13. Mr. Pillai then contended that the power of the President under Art 359 (1) to suspend the right to move any court for the enforcement of fundamental rights must have a real nexus to the security of India, and that the impugned order had no such nexus. The Presidents order under Art.359 (1) of the Constitution reads :

"GSR.- 1418/30-10-62. - In exercise of the powers conferred by clause (1) of Article 359 of the Constitution, the President hereby declares that right of any person who is-

(a) foreigner , or

(b) .................................................... to move any court for the enforcement of the rights conferred by Article 21 and Article 22 of the Constitution shall remain suspended for the period during which the Proclamation of Emergency issued under clause (1) of Article 352 thereof on the 26th October 1962 is in force.
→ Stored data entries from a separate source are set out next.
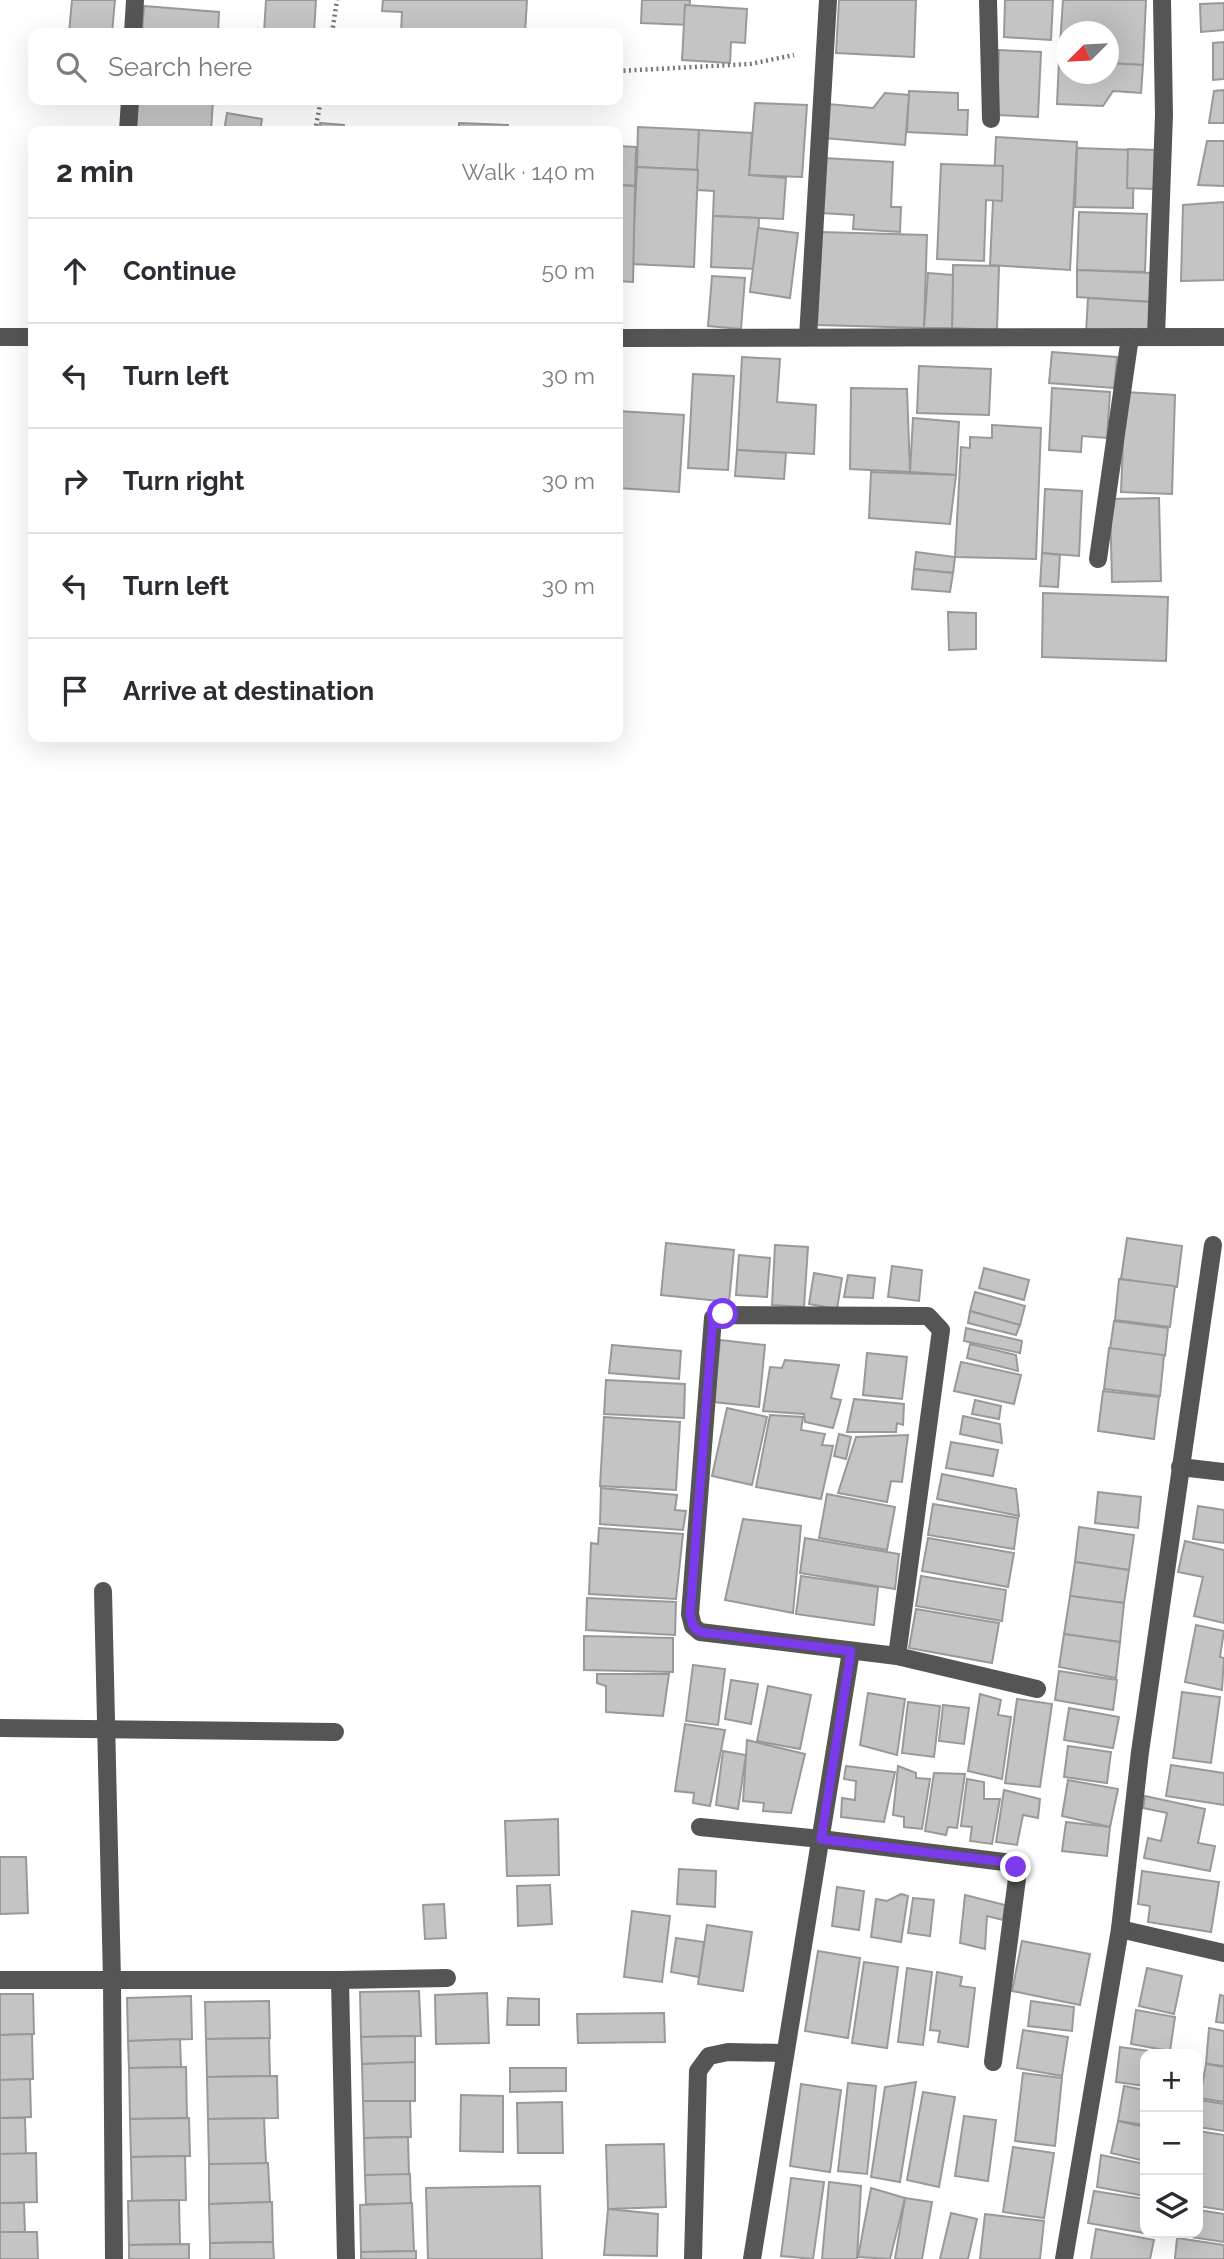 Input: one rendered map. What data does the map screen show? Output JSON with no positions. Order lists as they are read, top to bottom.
{
  "north": "bottom left",
  "page": {
    "search": "Search here",
    "heading": ["2 min", "Walk · 140 m"],
    "list": [
      ["Continue", "50 m"],
      ["Turn left", "30 m"],
      ["Turn right", "30 m"],
      ["Turn left", "30 m"],
      "Arrive at destination"
    ],
    "map_buttons": ["+", "−"]
  }
}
GSR. 1276/27-8-1965.- In exercise of the powers conferred by clause (1) of Article 359 of the Constitution, the President hereby makes the following further amendment in Order No. GSR. 1418 dated 30-10-1962 namely:

"In the said order for the word and figures "Article 21" the words and figures "Article 14, Article 21" shall be substituted."
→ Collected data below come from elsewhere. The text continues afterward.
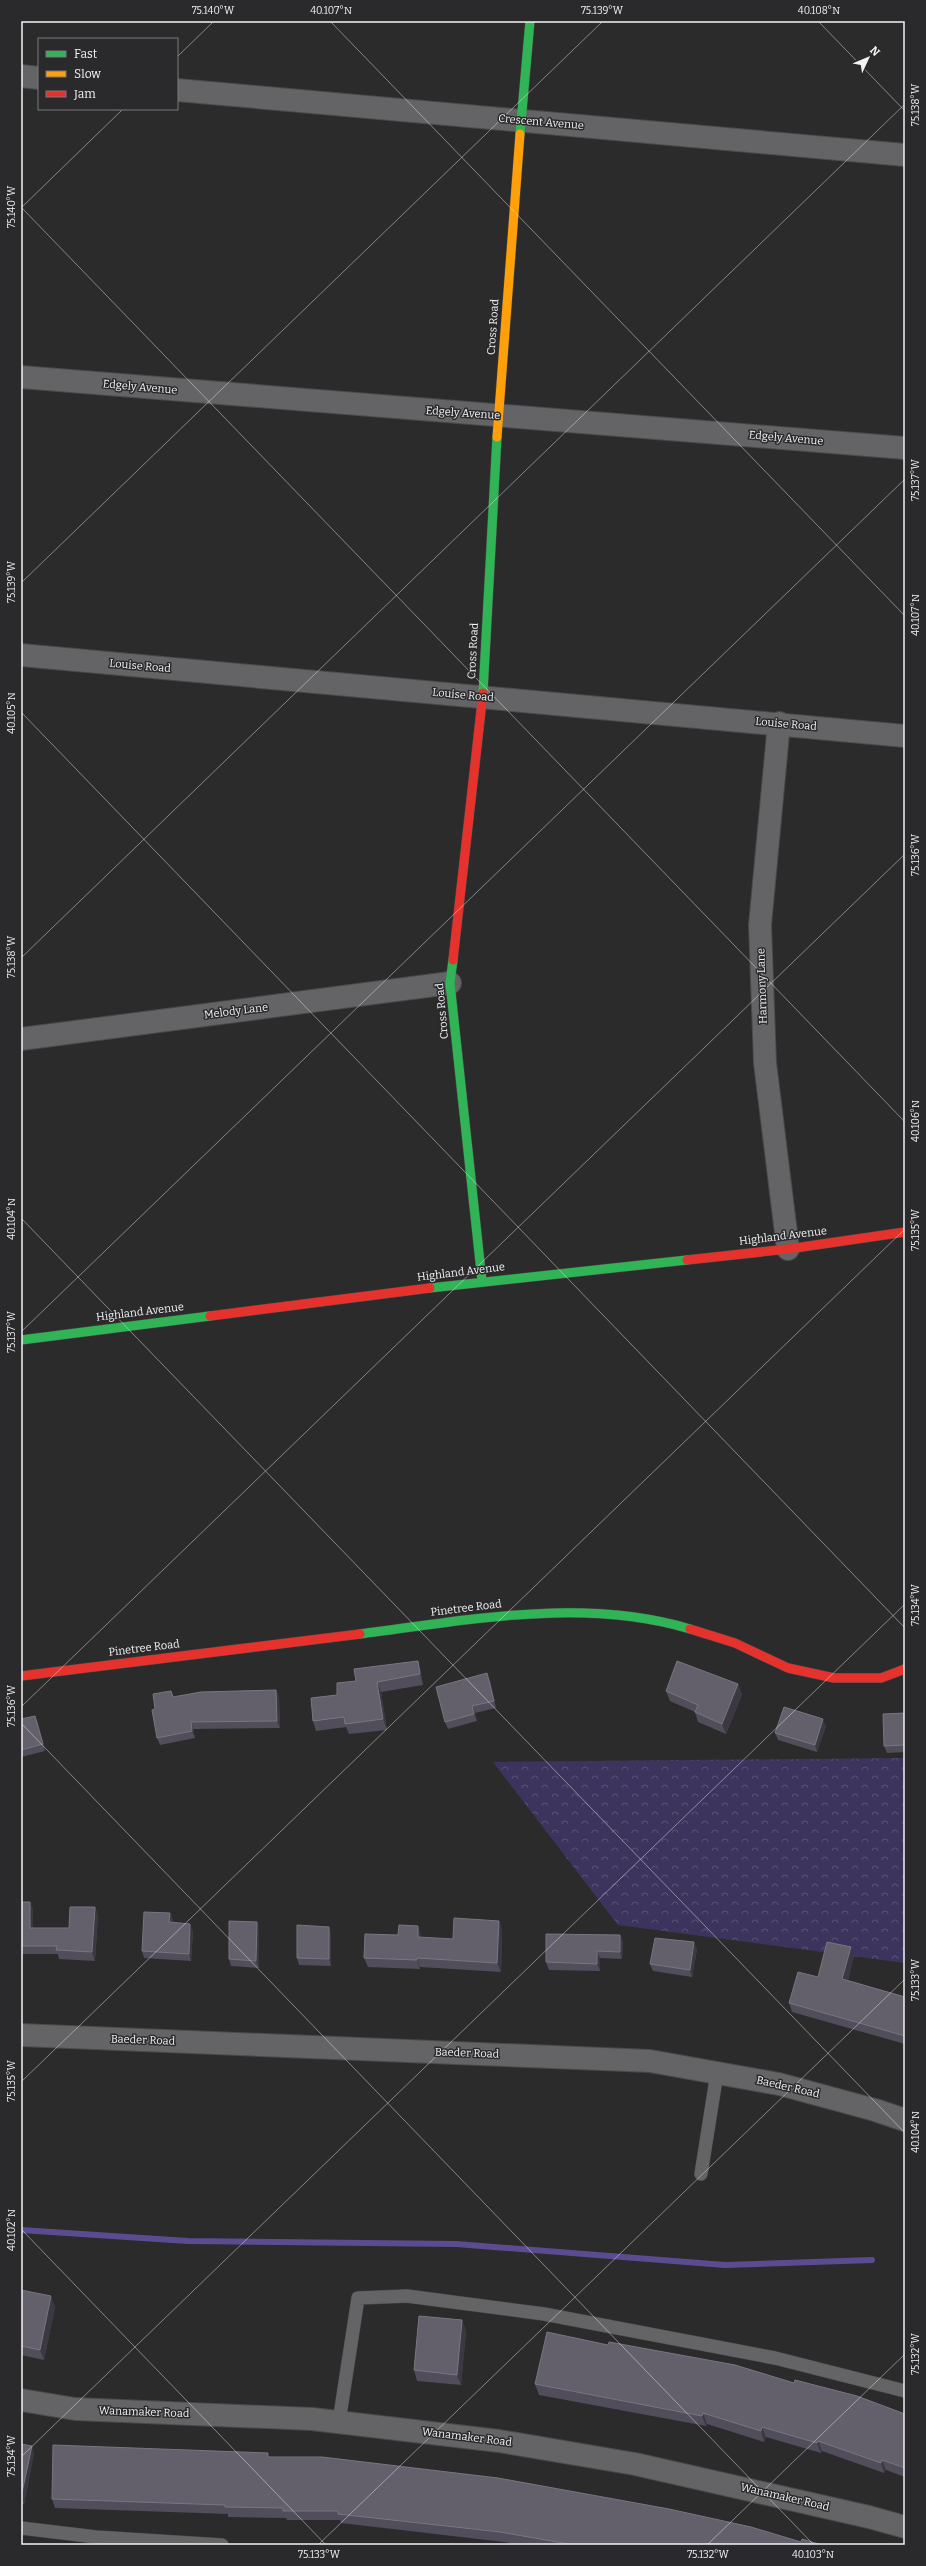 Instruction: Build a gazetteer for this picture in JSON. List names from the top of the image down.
{
  "streets": {
    "street": [
      "Crescent Avenue",
      "Cross Road",
      "Edgely Avenue",
      "Louise Road",
      "Harmony Lane",
      "Melody Lane",
      "Highland Avenue",
      "Pinetree Road",
      "Baeder Road",
      "Wanamaker Road"
    ]
  },
  "crossings": [
    ["Crescent Avenue", "Cross Road"],
    ["Cross Road", "Edgely Avenue"],
    ["Cross Road", "Louise Road"],
    ["Cross Road", "Melody Lane"],
    ["Cross Road", "Highland Avenue"],
    ["Louise Road", "Harmony Lane"],
    ["Harmony Lane", "Highland Avenue"]
  ],
  "legend": ["Fast", "Slow", "Jam"],
  "north": "top right",
  "coordinates": [
    "75.140°W",
    "40.107°N",
    "75.139°W",
    "40.108°N",
    "75.138°W",
    "75.137°W",
    "40.105°N",
    "75.136°W",
    "40.106°N",
    "40.104°N",
    "75.135°W",
    "75.134°W",
    "75.133°W",
    "40.102°N",
    "75.132°W",
    "40.103°N"
  ]
}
14. Under Article 352 an emergency could be declared only when the security of India or of any part of the territory thereof is threatened, whether by war or external aggression or internal disturbance, or when there is an imminent danger thereof: and any order issued under Art. 359 must have some correlation to the security of India external aggression or internal disturbance. But the impugned order, the argument proceeded, was so wide as to deprive a foreigner of his fundamental rights though there was no connection between such deprivation and the security of India etc. To state it differently, the argument was that the scope of the order under Art. 359 (1) should be confined only to the scope of the reasons on the basis of which an emergency could be declared. In the instant case, it was said that the said order empowered the Executive to detain the petitioner to await investigation in regard to smuggling of gold which could possibly have no relation to the security of India. We do not propose to express our opinion on this important question, as we are not satisfied on the material placed before us that the retention of the petitioner has no nexus to the emergency.
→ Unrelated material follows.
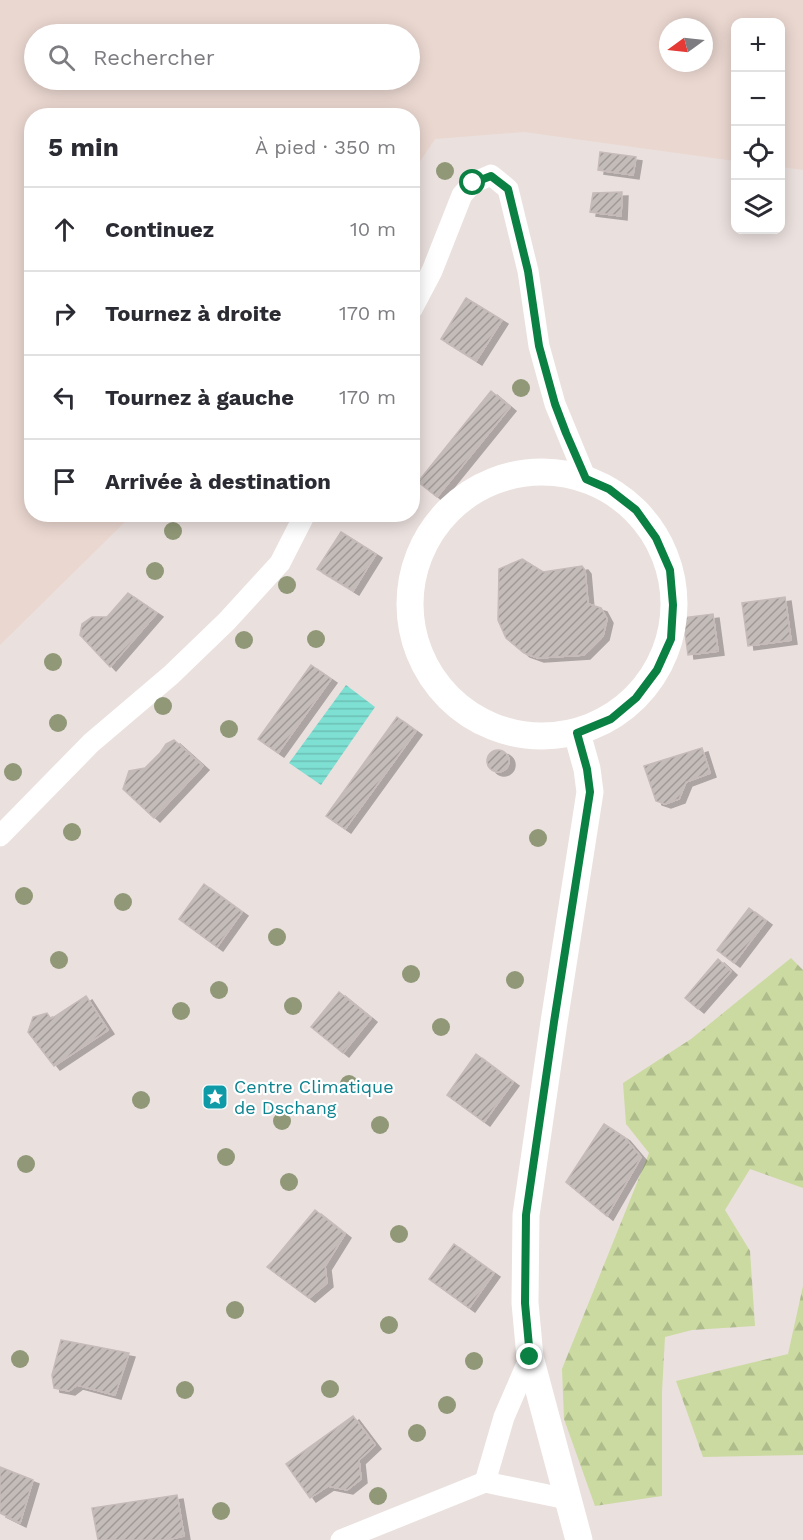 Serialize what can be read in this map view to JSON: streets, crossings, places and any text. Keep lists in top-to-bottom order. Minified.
{"places":{"place":["Centre Climatique de Dschang"]},"north":"left","page":{"map_buttons":["+","−"],"search":"Rechercher","heading":["5 min","À pied · 350 m"],"list":[["Continuez","10 m"],["Tournez à droite","170 m"],["Tournez à gauche","170 m"],"Arrivée à destination"]}}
15. The next contention was that the President under Art. 359 (1) could not make orders suspending the right to move any court in respect of different categories of persons for the enforcement of the same fundamental right. To appreciate this contention, it may be mentioned that apart from the order dated 30-10-1962 relating to foreigners with, we have already noticed, the President passed all order dated 3-11-1962. It was subsequently amended on 11-11-1962. The order as amended declares that the right of any person to move any court for the enforcement of the rights conferred by Arts. 14, 21 and 22 of the Constitution shall remain suspended for the period during which the Proclamation of Emergency issued under clause (1) of Art. 352 thereof on the 26th October, 1962, is in force, if such person has risen deprived of any such rights under the Defence of India Ordinance, 1962 (4 of 1964) or and rule or order made thereunder. It will be seen that the order dated 30-10-1962 was confined to foreigners and the order dated 3-11-1962 was confined to persons who had been deprived of their rights under the Defence of India Ordinance, 1962. Reliance was placed upon the terms of Art. 359 and a contention was raised that the said Article did not countenance order on different groups of persons. It is true that Article 359 does not speak of persons but only speaks of a right to move any court and also to a period, or a part or whole of the territory.But Article 359 empowers the President to make an order for the purpose mentioned therein and as the singular includes plural he can certainly make different orders. But the question is can he make an order or orders in respect of different groups of persons such as foreigners and persons governed by the Defence of India Rules It is true that the scope of his order shall be confined to whole or a part of the territory of India and during certain periods. But there is nothing in the Article which prevents the President from restricting the scope of the order to a class of persons, provided the operation of the order is confined to an area and to a period. The impugned orders apply to the entire country and the fact that only the persons who are affected by that order could not move the Court for the enforcement of their right, cannot make them any the less valid orders.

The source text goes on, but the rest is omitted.